• [TASK]: Leave the images aside and copy out the whole listing, exact to the word.

• [INPUT DATA]:

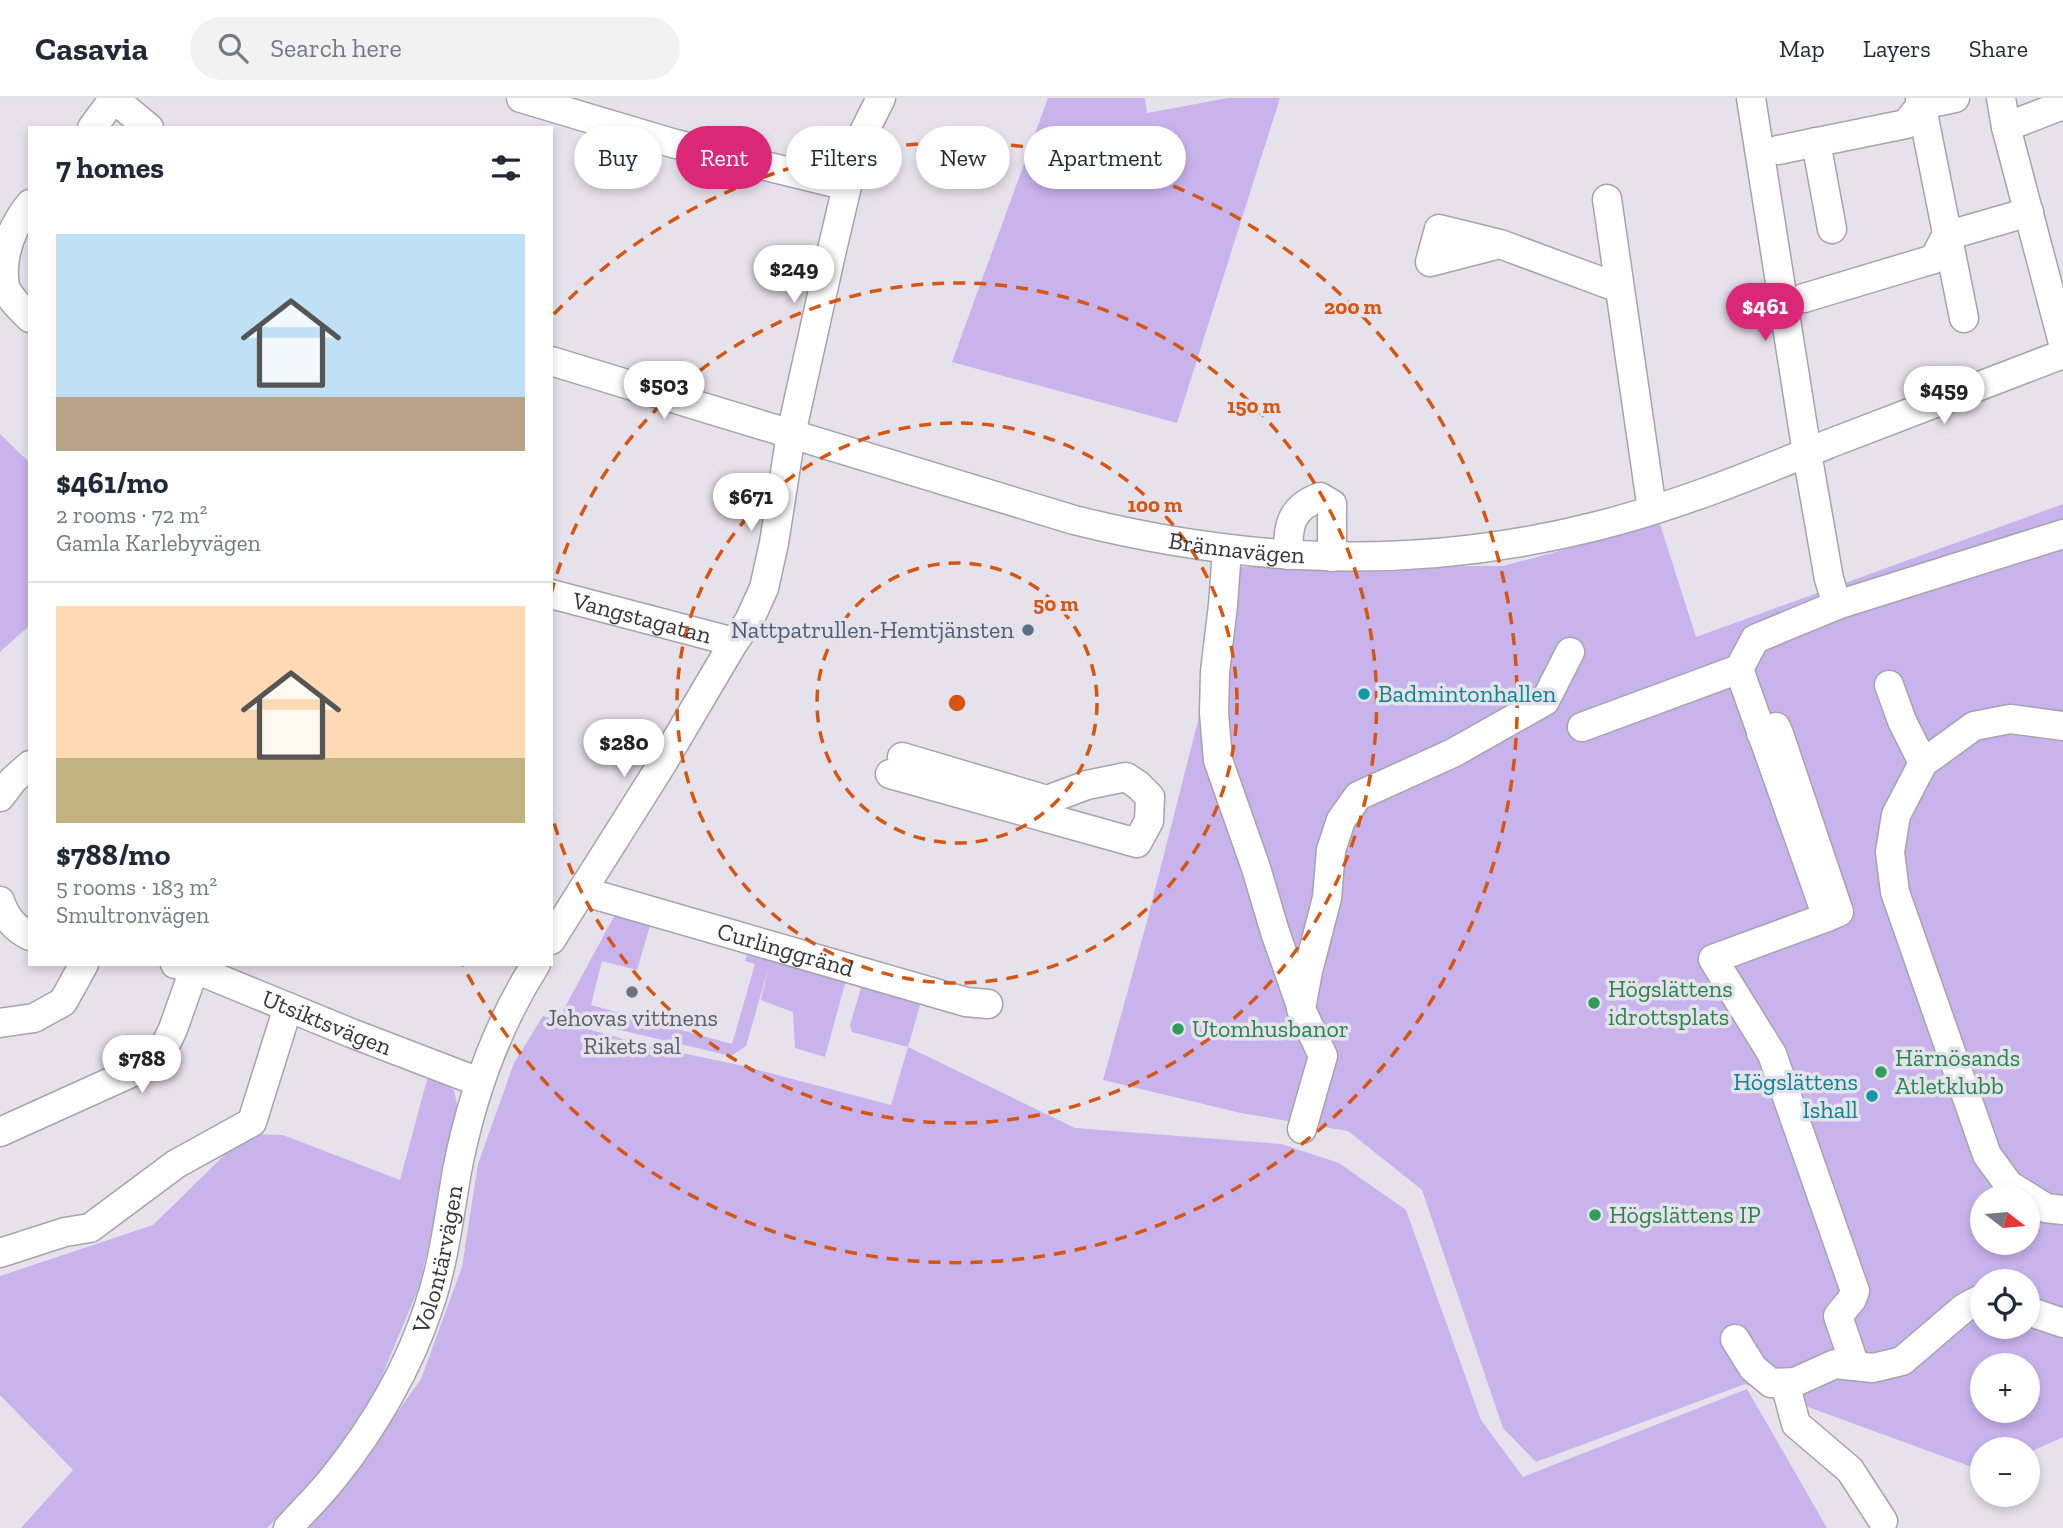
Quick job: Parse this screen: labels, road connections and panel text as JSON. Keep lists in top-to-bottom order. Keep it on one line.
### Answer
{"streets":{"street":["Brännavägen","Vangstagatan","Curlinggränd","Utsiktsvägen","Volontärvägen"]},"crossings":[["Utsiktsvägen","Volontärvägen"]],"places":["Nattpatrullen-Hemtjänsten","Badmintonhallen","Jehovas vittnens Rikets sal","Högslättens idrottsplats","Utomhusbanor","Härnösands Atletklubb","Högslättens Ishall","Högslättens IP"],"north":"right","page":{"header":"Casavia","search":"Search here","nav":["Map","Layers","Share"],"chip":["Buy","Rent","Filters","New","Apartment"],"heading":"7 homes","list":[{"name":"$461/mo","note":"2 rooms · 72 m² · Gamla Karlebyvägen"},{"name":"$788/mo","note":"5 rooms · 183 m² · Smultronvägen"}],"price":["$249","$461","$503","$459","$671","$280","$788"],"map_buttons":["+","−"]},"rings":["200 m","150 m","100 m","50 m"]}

• [REPLY TO THE EXERCISE]:
Quick job: Parse this screen: labels, road connections and panel text as JSON. Keep lists in top-to-bottom order. Keep it on one line.
### Answer
{"streets":{"street":["Brännavägen","Vangstagatan","Curlinggränd","Utsiktsvägen","Volontärvägen"]},"crossings":[["Utsiktsvägen","Volontärvägen"]],"places":["Nattpatrullen-Hemtjänsten","Badmintonhallen","Jehovas vittnens Rikets sal","Högslättens idrottsplats","Utomhusbanor","Härnösands Atletklubb","Högslättens Ishall","Högslättens IP"],"north":"right","page":{"header":"Casavia","search":"Search here","nav":["Map","Layers","Share"],"chip":["Buy","Rent","Filters","New","Apartment"],"heading":"7 homes","list":[{"name":"$461/mo","note":"2 rooms · 72 m² · Gamla Karlebyvägen"},{"name":"$788/mo","note":"5 rooms · 183 m² · Smultronvägen"}],"price":["$249","$461","$503","$459","$671","$280","$788"],"map_buttons":["+","−"]},"rings":["200 m","150 m","100 m","50 m"]}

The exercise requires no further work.